Cet engouement tire en partie ses racines de TikTok. Des jeunes issus de la génération Z expliquaient leur intention de ne plus faire que ce pour quoi ils avaient été embauchés. Ni plus, ni moins. Il ne s’agit pas de démissionner mais plutôt de lever le pied. Les quiet quitters font leur travail, pour le même salaire, la même reconnaissance, mais sans le stress qui l’accompagne.

Cause ou effet, la crise sanitaire est incontestablement le point de bascule. Cette nouvelle philosophie du travail n’a cessé de prendre de l’ampleur depuis et concernerait 37% des Français selon un sondage réalisé par l’Ifop pour le site Les Markers. Soucieux de leur bien-être et d’équilibrer vie professionnelle et vie personnelle, 45% des salariés inscrivent dorénavant l’épanouissement au premier plan aux côtés de la rémunération selon un sondage réalisé par la fondation Jean-Jaurès. Et seuls 46% considèrent le travail comme une source d’épanouissement. Plus de la moitié (54%) le perçoit même comme une contrainte.

Dans un article de 20 minutes daté du 19 septembre 2022, Adrien Scemama, responsable de Talent.com, expliquait déjà que le changement de perception n’est plus à prouver. Beaucoup se disent délaissés voire totalement ignorés : “Les adeptes du quiet quitting sont des salariés qui refusent que leur boulot soit au centre de leurs préoccupations. Ils décident alors de ne pas démissionner, mais de ralentir la cadence pour préserver leur santé mentale.” Plus inquiétant, 94% admettent même être ne pas dévoués à leur travail et 25% se disent totalement désengagés selon une étude du cabinet Gallup. Pour Christophe Nguyen, psychologue du travail et président du cabinet Empreinte humaine, le quiet quitting est synonyme d’une baisse de motivation. Il est nécessaire de "pousser un vrai coup de gueule" et de rappeler aux dirigeants combien "la prévention des risques psycho-sociaux constitue un sujet de fond" qui nécessite de mettre en place des programmes de formation à destination de l'ensemble des collaborateurs puisque "la santé mentale ne doit pas être considérée comme un mal nécessaire". Elle doit "faire partie de l’équation au même titre que la santé économique ou la sécurité sanitaire".

“Les adeptes du quiet quitting sont des salariés qui refusent que leur boulot soit au centre de leurs préoccupations. Ils décident alors de ne pas démissionner, mais de ralentir la cadence pour préserver leur santé mentale.”

Agir sur les leviers de motivation

Si les collaborateurs se désengagent, c’est avant tout pour préserver leur santé mentale. Près d’un salarié sur deux se dit “plutôt perdant” au regard de son investissement au travail selon l’enquête d’Ifop.

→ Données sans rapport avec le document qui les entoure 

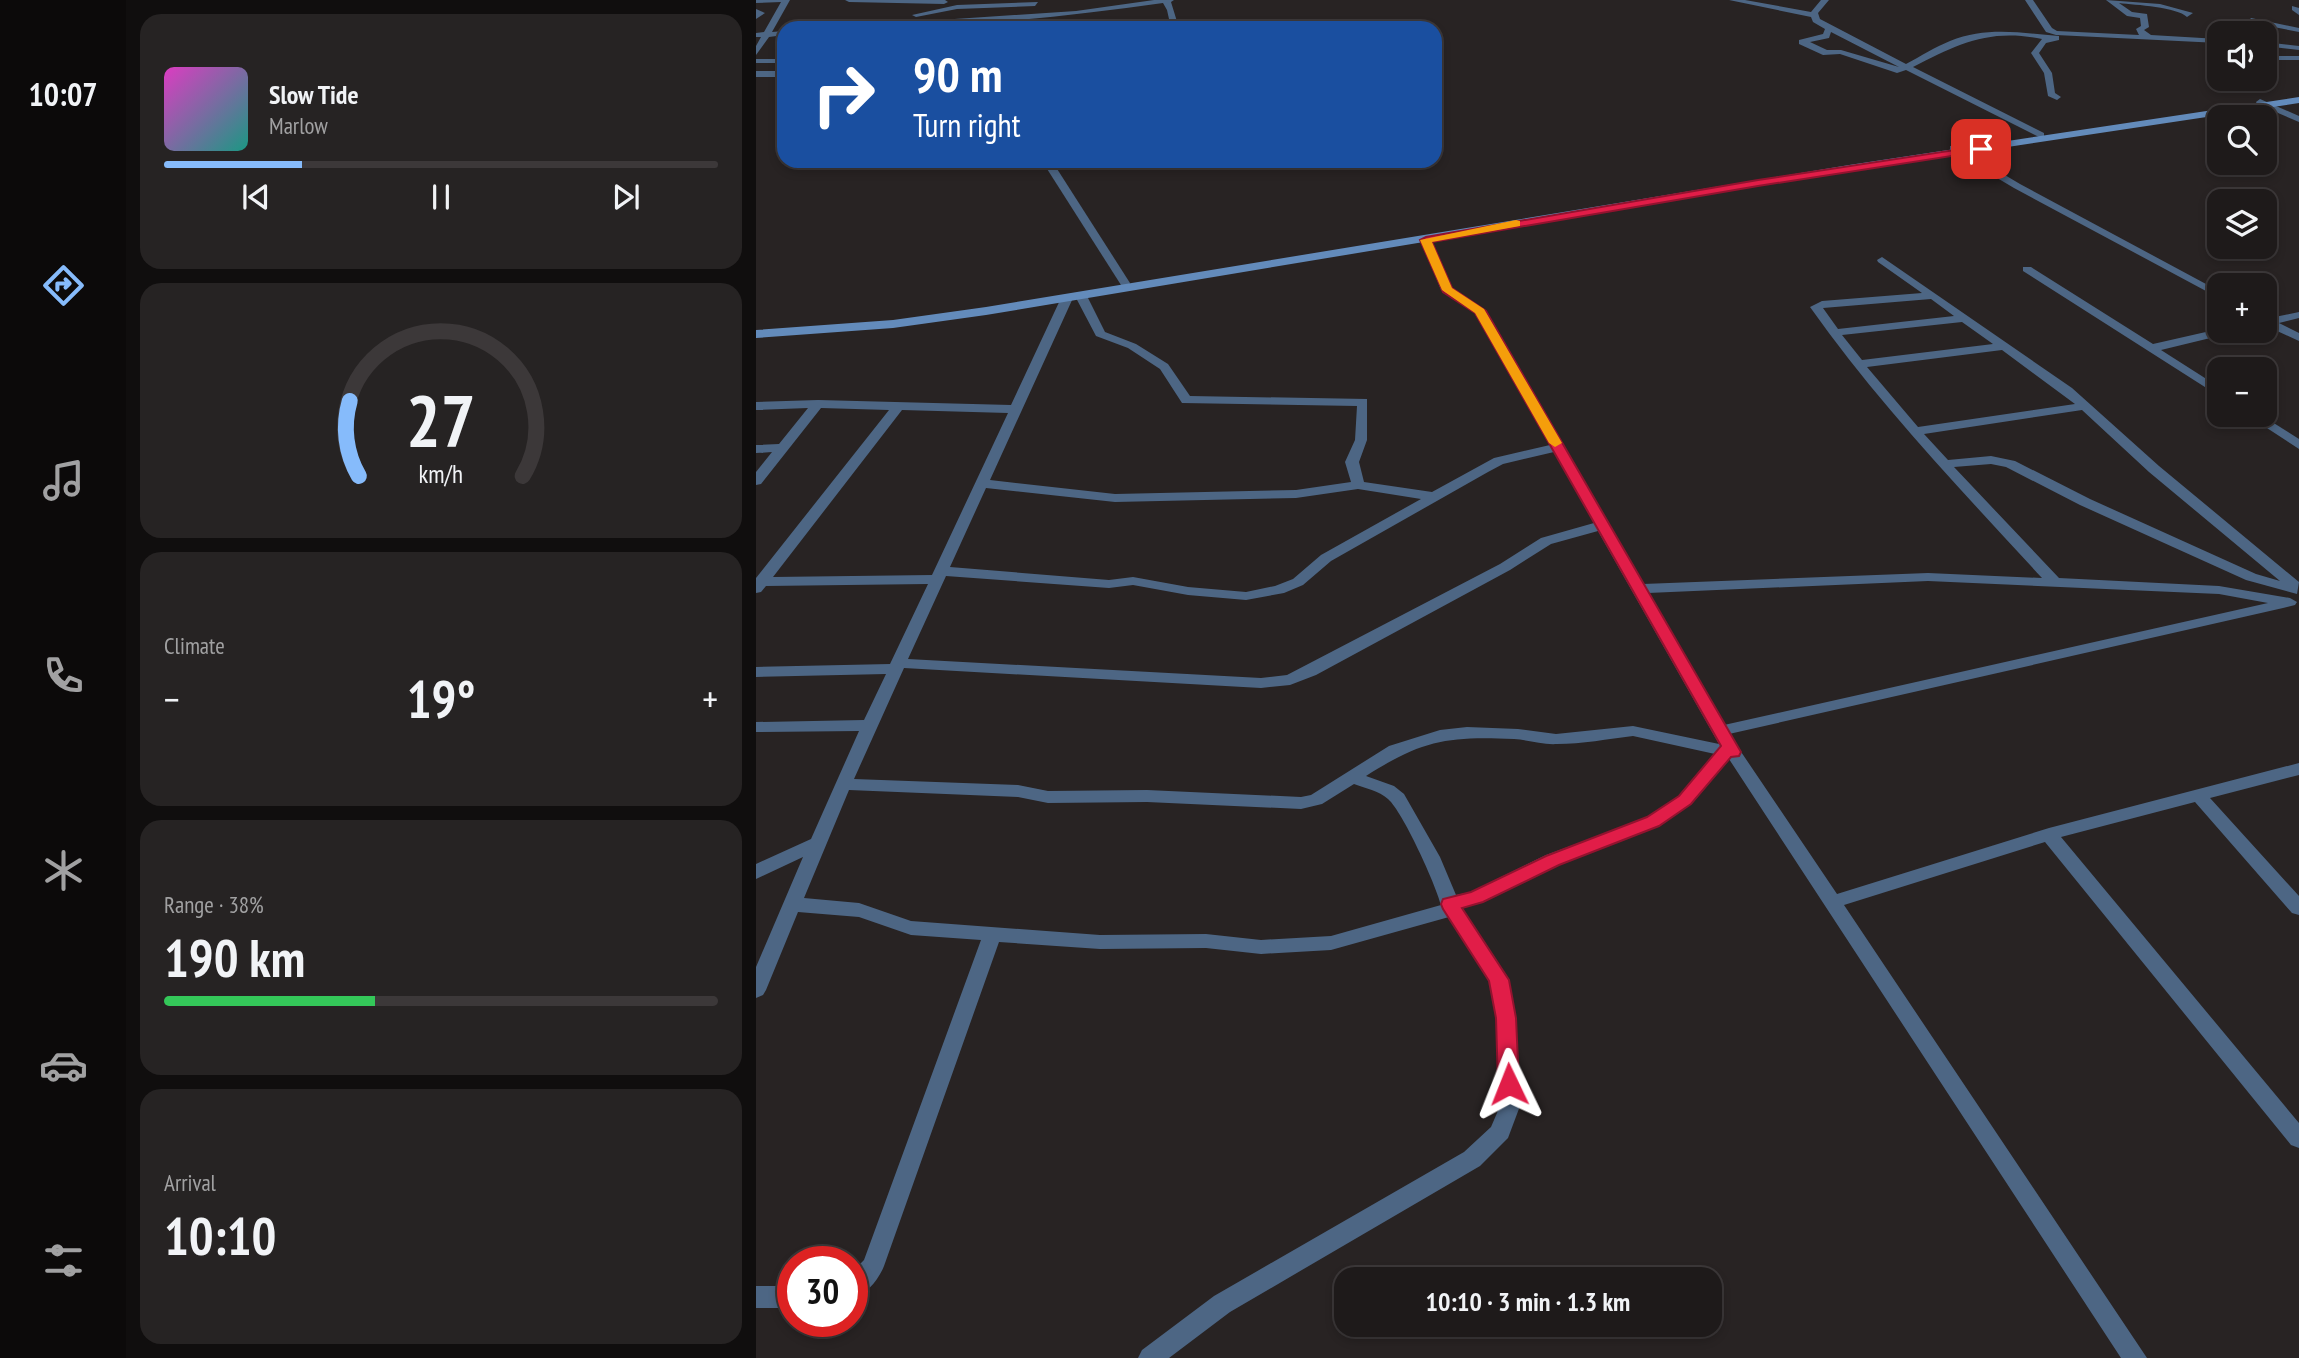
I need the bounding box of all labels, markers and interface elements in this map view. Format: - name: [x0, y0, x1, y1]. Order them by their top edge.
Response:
- map controls: [2207, 21, 2277, 427]
- button: sound: [2207, 21, 2277, 91]
- text: 90 m: [913, 42, 1002, 106]
- icon: right: [798, 49, 889, 140]
- text: 10:07: [28, 73, 98, 115]
- text: Slow Tide: [269, 78, 359, 111]
- text: Turn right: [913, 104, 1021, 146]
- button: search: [2207, 105, 2277, 175]
- text: Marlow: [269, 111, 328, 140]
- pin: [1951, 119, 2011, 179]
- icon: arrive: [1962, 130, 2000, 168]
- icon: previous: [237, 178, 275, 216]
- icon: pause: [422, 178, 460, 216]
- icon: next: [607, 178, 645, 216]
- button: layers: [2207, 189, 2277, 259]
- icon: directions: [39, 261, 88, 310]
- button: +: [2207, 273, 2277, 343]
- button: −: [2207, 357, 2277, 427]
- text: 27: [406, 373, 476, 467]
- icon: music: [39, 456, 88, 505]
- text: km/h: [419, 458, 463, 490]
- text: Climate: [164, 631, 225, 660]
- icon: phone: [39, 651, 88, 700]
- text: 19°: [407, 665, 475, 732]
- text: −: [164, 674, 180, 723]
- text: +: [702, 674, 718, 723]
- icon: climate: [39, 846, 88, 895]
- text: Range · 38%: [164, 890, 264, 919]
- text: 190 km: [164, 924, 305, 991]
- icon: car: [39, 1041, 88, 1090]
- position arrow: [1472, 1047, 1546, 1121]
- text: Arrival: [164, 1168, 216, 1197]
- text: 10:10: [164, 1202, 276, 1269]
- icon: filters: [39, 1236, 88, 1285]
- speed limit sign: 30: [777, 1246, 868, 1337]
- text: 10:10 · 3 min · 1.3 km: [1426, 1285, 1630, 1318]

Le constat est clair : les collaborateurs manquent de reconnaissance. Selon une étude menée en septembre 2022 par Lefevre Dalloz Formation sur la formation comme clé de réengagement des talents, repenser le monde du travail est inévitable. Et la conclusion de cette étude est sans appel : replacer l’humain au centre des priorités est essentiel et passe avant tout par l’écoute des collaborateurs et la compréhension de leurs besoins. Mais tendre l’oreille ne suffit pas, il faut prouver aux collaborateurs qu’ils ont été entendus.

Toujours selon l’organisme, renouer le dialogue, rétablir la confiance perdue et agir sur les engagements au travail est essentiel pour fidéliser ses talents. Face à des salariés en quête de sens au travail, se concentrer sur les leviers de motivation les plus importants que sont la rémunération, l’équilibre vie personnelle et vie professionnelle et le développement des compétences est la solution pour Lefevre Dalloz Formation. Sur ce dernier levier, l’étude menée par Altays et OpinionWay en octobre 2022 sur la montée en compétences démontre qu’une lueur d’espoir réside dans la formation professionnelle pour aider les collaborateurs à retrouver leur motivation. Et pour cause : les résultats de cette étude montrent que plus de la moitié (55%) des collaborateurs interrogés affirment que leurs compétences ne sont pas évaluées à leur juste valeur. 73% seraient prêts à démissionner si leurs demandes en matière de formation n’étaient pas satisfaites. 19% croient en la possibilité de monter en compétences via des formations. Des chiffres à ne pas prendre à la légère.

Il n’y a pas de recette miracle pour réengager les salariés. L’entreprise doit pour autant prendre au sérieux ce phénomène et s’ajuster à cette nouvelle vision où l’individu ne se définit plus par son travail et qui recherche avant tout un équilibre entre sa vie professionnelle et personnelle.